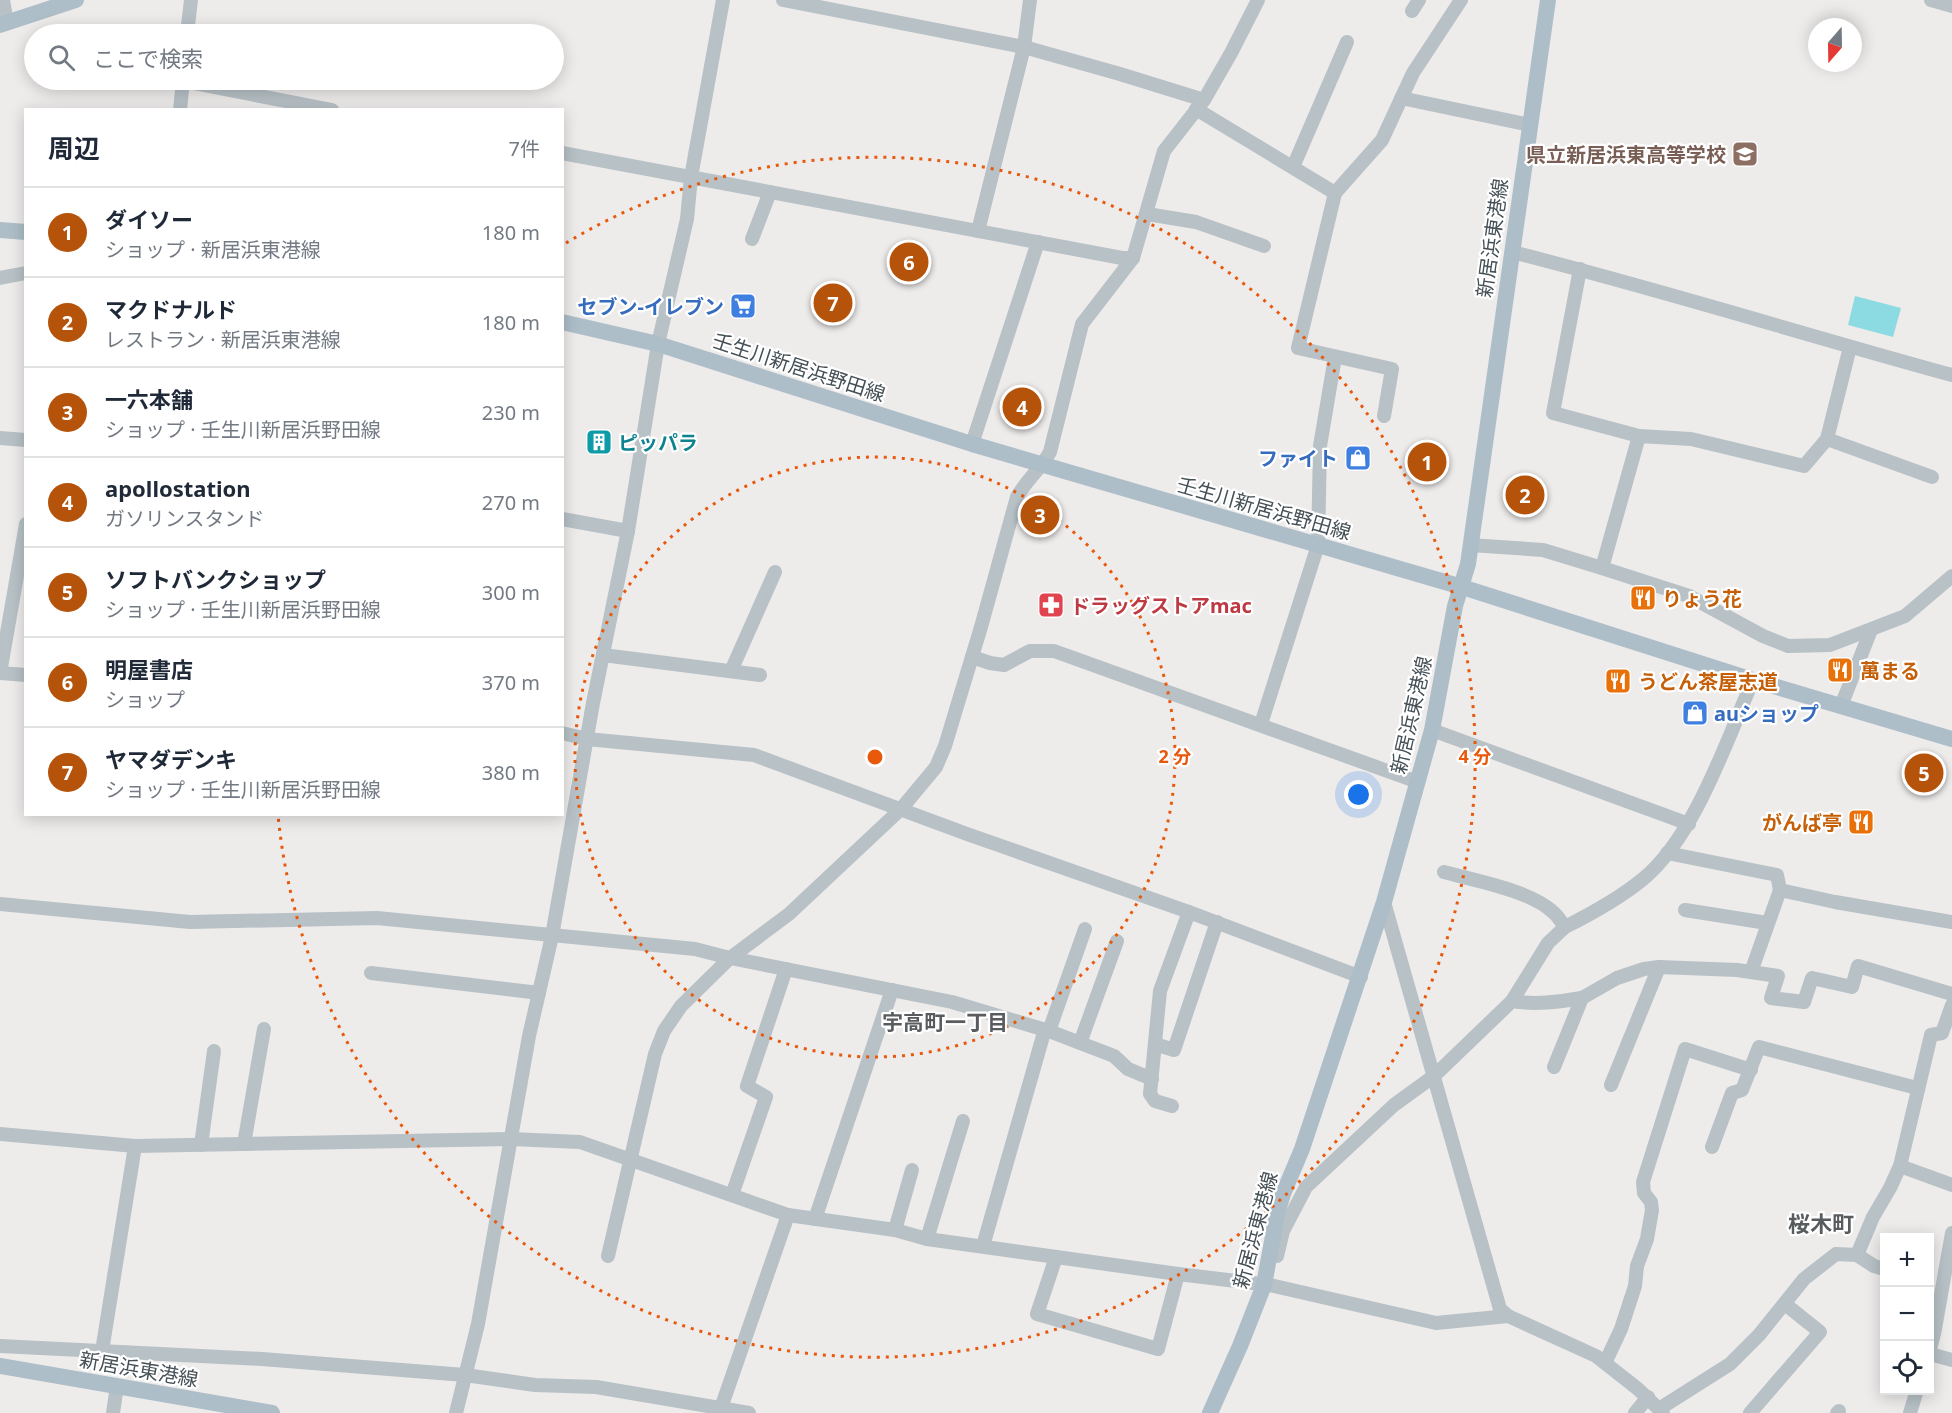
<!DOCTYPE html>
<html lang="ja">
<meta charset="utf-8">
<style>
:root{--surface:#fff;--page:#f2f2f3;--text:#1f2937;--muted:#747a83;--line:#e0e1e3;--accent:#b45309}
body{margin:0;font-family:"Noto Sans","Noto Sans JP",sans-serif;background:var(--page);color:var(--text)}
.controls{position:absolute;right:18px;bottom:18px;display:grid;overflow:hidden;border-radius:0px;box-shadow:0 3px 15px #0003}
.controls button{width:54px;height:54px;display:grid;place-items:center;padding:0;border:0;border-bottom:2px solid var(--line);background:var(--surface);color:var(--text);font:30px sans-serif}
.compass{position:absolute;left:1808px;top:18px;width:54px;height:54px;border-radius:50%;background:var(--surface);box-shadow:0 3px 15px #0003;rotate:200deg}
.you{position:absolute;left:1359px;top:795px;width:21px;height:21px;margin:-15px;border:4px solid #fff;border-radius:50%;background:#1a73e8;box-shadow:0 0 0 9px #1a73e833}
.badge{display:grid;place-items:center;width:39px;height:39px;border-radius:50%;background:var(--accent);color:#fff;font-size:20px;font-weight:700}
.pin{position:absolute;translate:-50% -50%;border:3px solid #fff;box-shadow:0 2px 6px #0006}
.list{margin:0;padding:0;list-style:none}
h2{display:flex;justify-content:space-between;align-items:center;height:78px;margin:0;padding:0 24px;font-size:26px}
h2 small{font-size:20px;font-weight:400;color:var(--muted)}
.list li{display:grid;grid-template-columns:39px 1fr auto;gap:18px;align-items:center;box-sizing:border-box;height:90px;padding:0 24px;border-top:2px solid var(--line)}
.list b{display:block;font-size:22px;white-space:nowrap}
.list p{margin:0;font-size:20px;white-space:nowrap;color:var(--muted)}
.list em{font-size:20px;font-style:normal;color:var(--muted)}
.icon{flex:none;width:33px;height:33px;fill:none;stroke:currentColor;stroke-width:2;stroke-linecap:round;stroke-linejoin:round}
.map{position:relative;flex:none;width:1952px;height:1413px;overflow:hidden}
.search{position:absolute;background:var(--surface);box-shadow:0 3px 15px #0003;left:24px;top:24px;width:540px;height:66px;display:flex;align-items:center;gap:15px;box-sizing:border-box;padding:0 21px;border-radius:33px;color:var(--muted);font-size:22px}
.panel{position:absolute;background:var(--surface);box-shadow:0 3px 15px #0003;left:24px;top:108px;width:540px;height:708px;border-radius:0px}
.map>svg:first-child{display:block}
</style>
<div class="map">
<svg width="1952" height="1413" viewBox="0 0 1952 1413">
<rect width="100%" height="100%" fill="#eeebeb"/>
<path fill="#8ddbe2" d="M1855 296 1901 308 1893 337 1848 325Z"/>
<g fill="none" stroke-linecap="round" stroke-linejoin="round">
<g stroke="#b7c1c6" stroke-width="14">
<path d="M3 0 7 23"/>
<path d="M783 0 1024 47 1120 74 1204 100"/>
<path d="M1931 0 1952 6"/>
<path d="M1412 11 1419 0"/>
<path d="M187 34 191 0"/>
<path d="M183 81 332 110"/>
<path d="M1401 98 1530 125"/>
<path d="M1196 109 1335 193 1382 140 1413 73 1461 0"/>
<path d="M180 110 183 80"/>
<path d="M562 153 1122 258H1133"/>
<path d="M1293 167 1347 42"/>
<path d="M1335 193 1298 348 1392 369 1384 416"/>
<path d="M1147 214 1196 222 1264 246"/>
<path d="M978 231 1024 47 1030 0"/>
<path d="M752 239 770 192"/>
<path d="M1512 252C1659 289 1805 335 1952 375"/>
<path d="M0 278 26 273"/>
<path d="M1639 436 1691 439 1804 466 1827 439 1850 347"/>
<path d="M0 438 26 440"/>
<path d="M1827 439 1932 477"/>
<path d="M972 444 1038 242"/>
<path d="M562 519 628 531"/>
<path d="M26 524 0 673 26 675"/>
<path d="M1470 545 1543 550 1602 568 1639 436 1553 413 1580 269"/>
<path d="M1602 568 1689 596 1763 636 1788 646 1830 645 1905 616 1952 576"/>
<path d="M603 655 760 675"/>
<path d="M972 657 990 663 1004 665 1030 651H1054L1418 782"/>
<path d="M731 671 775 572"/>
<path d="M1841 706 1871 630"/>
<path d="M1261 724 1318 545 1320 446 1335 357"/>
<path d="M1432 730 1689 824"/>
<path d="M562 733 587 739 754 755 967 834 1189 912 1361 977"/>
<path d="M1667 853 1777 875 1780 890"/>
<path d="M1444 872C1476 881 1529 890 1553 912 1558 916 1561 922 1565 927L1548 943 1512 1001"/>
<path d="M1384 902 1500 1309 1508 1316 1596 1356 1638 1389 1663 1413"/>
<path d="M0 904 190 922 377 918 695 949 730 958 952 1002 1049 1031 1114 1056 1128 1069 1152 1079"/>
<path d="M1685 910 1767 923"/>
<path d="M1565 927C1591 914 1620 898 1643 879 1695 836 1726 742 1753 680"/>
<path d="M1751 972 1780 890 1835 902 1952 922"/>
<path d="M371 973 539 993"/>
<path d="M1582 998 1617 978 1644 969 1659 967 1737 970 1778 976 1771 998 1804 1002 1812 978 1852 987 1858 966 1952 994"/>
<path d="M1049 1031 1085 929"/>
<path d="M1080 1043 1117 941"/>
<path d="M1155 1044 1174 1050 1217 922"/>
<path d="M1611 1085 1659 967"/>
<path d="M1172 1106 1155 1101 1150 1094 1160 991 1189 912"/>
<path d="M0 1134 135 1146 511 1139 580 1142 788 1215 895 1230 927 1239 1178 1274 1270 1285 1436 1323 1508 1316"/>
<path d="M244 1144 264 1029"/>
<path d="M201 1145 214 1051"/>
<path d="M1712 1147 1732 1093 1742 1090 1759 1047 1917 1088"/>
<path d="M1900 1166 1952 1185"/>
<path d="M732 1195 766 1097 747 1086 786 969"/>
<path d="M815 1219 892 990"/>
<path d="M895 1230 912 1170"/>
<path d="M927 1239 963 1121"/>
<path d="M983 1246 1045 1029"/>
<path d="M1857 1255 1874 1266 1884 1269"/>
<path d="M608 1256 655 1054 664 1031 681 1006 730 958 789 914 901 809 936 767 945 746 981 627 1017 497C1026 480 1041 469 1050 452L1082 324 1133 258 1164 151 1204 100 1231 53 1258 0"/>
<path d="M1277 1256 1283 1231 1306 1187 1394 1105 1434 1076 1512 1001C1536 1005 1558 1002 1582 998L1554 1067"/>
<path d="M1056 1257 1037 1314 1158 1349 1178 1274"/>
<path d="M0 1346 262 1359 465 1375 535 1385 596 1387 749 1413"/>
<path d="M1930 1349 1934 1334 1952 1233"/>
<path d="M102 1351 135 1146"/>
<path d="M1930 1354 1952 1360"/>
<path d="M1605 1363 1621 1329 1635 1286 1637 1266 1647 1239 1652 1210 1651 1202 1644 1193 1643 1182 1685 1049 1751 1070"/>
<path d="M721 1408 788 1215"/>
<path d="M1659 1409 1730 1364 1759 1335 1804 1279 1836 1254 1857 1255 1873 1217 1890 1188 1900 1166 1931 1035 1942 1033 1952 1005"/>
<path d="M113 1413 117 1386"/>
<path d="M456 1413 478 1324 529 1036 552 936 593 703 628 531 658 344 687 219 691 177 723 0"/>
<path d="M1635 1413 1648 1397"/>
<path d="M1750 1413 1820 1332 1785 1304"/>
<path d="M1837 1413 1839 1411"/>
<path d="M1910 1413 1917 1390"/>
</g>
<g stroke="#adbec8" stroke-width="16">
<path d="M0 25 76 0"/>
<path d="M0 230 26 232"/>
<path d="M562 322 658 344 972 444 1462 587 1753 680 1952 739"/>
<path d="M0 1366 272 1413"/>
<path d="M1210 1413 1240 1346 1264 1285 1277 1214 1283 1194 1302 1149 1384 902 1432 730 1455 606 1468 564 1548 0"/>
</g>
</g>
<g fill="none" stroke="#e8590c" stroke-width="3" stroke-dasharray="3 6">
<circle cx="875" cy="757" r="300"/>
<path d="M566 243A600 600 0 1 1 278 815"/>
</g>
<defs>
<symbol id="school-square" viewBox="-11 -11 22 22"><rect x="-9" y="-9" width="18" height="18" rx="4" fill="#8d6e63" stroke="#fff"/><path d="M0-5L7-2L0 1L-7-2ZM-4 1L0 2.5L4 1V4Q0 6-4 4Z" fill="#fff"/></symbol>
<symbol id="supermarket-square" viewBox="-11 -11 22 22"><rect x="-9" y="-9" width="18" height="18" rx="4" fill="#3f7fe0" stroke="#fff"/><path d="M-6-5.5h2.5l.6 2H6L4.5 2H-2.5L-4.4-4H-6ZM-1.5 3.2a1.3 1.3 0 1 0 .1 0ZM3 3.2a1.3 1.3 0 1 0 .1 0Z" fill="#fff"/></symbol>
<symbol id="building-square" viewBox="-11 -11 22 22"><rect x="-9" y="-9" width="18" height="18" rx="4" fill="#0f9aa8" stroke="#fff"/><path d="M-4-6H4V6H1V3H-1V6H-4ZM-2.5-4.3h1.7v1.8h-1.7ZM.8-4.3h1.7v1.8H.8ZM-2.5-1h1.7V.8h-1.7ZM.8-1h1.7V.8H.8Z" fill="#fff"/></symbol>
<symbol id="shop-square" viewBox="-11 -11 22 22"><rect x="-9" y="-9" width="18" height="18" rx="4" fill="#3f7fe0" stroke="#fff"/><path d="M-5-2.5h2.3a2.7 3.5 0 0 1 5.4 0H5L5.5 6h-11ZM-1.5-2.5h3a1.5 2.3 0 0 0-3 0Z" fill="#fff"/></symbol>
<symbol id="restaurant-square" viewBox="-11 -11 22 22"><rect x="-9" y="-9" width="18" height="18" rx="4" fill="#e8710a" stroke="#fff"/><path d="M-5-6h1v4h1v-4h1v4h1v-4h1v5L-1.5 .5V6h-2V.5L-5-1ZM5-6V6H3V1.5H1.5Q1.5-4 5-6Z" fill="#fff"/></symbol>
<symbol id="pharmacy-square" viewBox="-11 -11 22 22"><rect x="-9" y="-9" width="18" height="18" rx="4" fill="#e0444e" stroke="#fff"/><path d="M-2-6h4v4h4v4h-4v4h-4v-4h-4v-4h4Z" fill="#fff"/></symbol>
</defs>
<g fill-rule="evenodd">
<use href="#school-square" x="1730" y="139" width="30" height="30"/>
<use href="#supermarket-square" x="728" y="291" width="30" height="30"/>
<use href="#building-square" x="584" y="427" width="30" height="30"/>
<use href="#shop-square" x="1343" y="443" width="30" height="30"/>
<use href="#restaurant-square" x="1628" y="583" width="30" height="30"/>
<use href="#pharmacy-square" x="1036" y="590" width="30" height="30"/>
<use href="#restaurant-square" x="1825" y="655" width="30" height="30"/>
<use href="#restaurant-square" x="1603" y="666" width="30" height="30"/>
<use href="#shop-square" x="1680" y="698" width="30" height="30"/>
<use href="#restaurant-square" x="1846" y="807" width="30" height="30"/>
</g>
<g text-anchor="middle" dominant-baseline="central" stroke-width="4.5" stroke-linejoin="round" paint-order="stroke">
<g font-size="20" font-weight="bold" fill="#785e54" stroke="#fff" text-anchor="end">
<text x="1726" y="154">県立新居浜東高等学校</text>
</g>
<g font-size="20" fill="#455056" stroke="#fff">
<text transform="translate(1492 238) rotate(-82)">新居浜東港線</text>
<text transform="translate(799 367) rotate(18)">壬生川新居浜野田線</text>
<text transform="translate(1264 508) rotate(16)">壬生川新居浜野田線</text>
<text transform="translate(1411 715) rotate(-77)">新居浜東港線</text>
<text transform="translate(1255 1230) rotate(-75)">新居浜東港線</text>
<text transform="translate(139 1369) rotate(10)">新居浜東港線</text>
</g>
<g font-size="20" font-weight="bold" fill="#366cbe" stroke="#fff" text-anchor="end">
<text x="724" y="306">セブン-イレブン</text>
<text x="1338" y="458">ファイト</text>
<text x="1714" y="713" text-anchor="start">auショップ</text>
</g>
<g font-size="20" font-weight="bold" fill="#0d838f" stroke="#fff" text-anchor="start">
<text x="618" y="442">ピッパラ</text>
</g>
<g font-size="20" font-weight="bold" fill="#c56008" stroke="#fff" text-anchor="start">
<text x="1662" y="598">りょう花</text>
<text x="1860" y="670">萬まる</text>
<text x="1638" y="681">うどん茶屋志道</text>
<text x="1842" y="822" text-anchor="end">がんば亭</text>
</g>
<g font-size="20" font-weight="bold" fill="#be3a42" stroke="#fff" text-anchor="start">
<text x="1070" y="605">ドラッグストアmac</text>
</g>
<g font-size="21" font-weight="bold" fill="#595c5f" stroke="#fff">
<text x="945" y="1022">宇高町一丁目</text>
</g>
<g font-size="22" font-weight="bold" fill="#595c5f" stroke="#fff">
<text x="1821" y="1223">桜木町</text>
</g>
</g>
<circle cx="875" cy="757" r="9" fill="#e8590c" stroke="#fff" stroke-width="3"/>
<g font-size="18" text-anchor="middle" font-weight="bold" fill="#e8590c" stroke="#fff" stroke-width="4.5" stroke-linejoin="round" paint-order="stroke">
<text x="1175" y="763">2 分</text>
<text x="1475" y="763">4 分</text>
</g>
</svg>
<div class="controls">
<button>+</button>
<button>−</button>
<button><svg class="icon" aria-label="locate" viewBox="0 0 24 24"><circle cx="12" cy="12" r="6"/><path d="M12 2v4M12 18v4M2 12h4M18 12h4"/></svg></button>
</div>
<svg class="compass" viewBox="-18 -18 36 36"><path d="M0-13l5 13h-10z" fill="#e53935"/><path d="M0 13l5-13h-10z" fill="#747a83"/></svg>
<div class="you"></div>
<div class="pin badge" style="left:1427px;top:462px">1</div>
<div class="pin badge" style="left:1525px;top:495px">2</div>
<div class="pin badge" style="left:1040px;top:515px">3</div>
<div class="pin badge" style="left:1022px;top:407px">4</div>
<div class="pin badge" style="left:1924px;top:773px">5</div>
<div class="pin badge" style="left:909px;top:262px">6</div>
<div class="pin badge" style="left:833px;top:303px">7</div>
<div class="search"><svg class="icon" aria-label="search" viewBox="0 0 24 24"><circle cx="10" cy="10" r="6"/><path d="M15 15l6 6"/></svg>ここで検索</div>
<section class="panel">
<h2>周辺<small>7件</small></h2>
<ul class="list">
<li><span class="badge">1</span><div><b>ダイソー</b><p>ショップ · 新居浜東港線</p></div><em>180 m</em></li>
<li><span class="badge">2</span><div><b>マクドナルド</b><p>レストラン · 新居浜東港線</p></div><em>180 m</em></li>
<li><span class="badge">3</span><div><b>一六本舗</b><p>ショップ · 壬生川新居浜野田線</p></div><em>230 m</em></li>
<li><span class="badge">4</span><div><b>apollostation</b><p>ガソリンスタンド</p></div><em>270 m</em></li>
<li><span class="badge">5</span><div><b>ソフトバンクショップ</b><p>ショップ · 壬生川新居浜野田線</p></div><em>300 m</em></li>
<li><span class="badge">6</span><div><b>明屋書店</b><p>ショップ</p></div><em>370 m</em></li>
<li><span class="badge">7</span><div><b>ヤマダデンキ</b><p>ショップ · 壬生川新居浜野田線</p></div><em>380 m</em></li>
</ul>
</section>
</div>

_Brief_
Your answer should be a number alone, please: the count of lines in the listing where the word "linecap" appears.

_Exercise answer_
2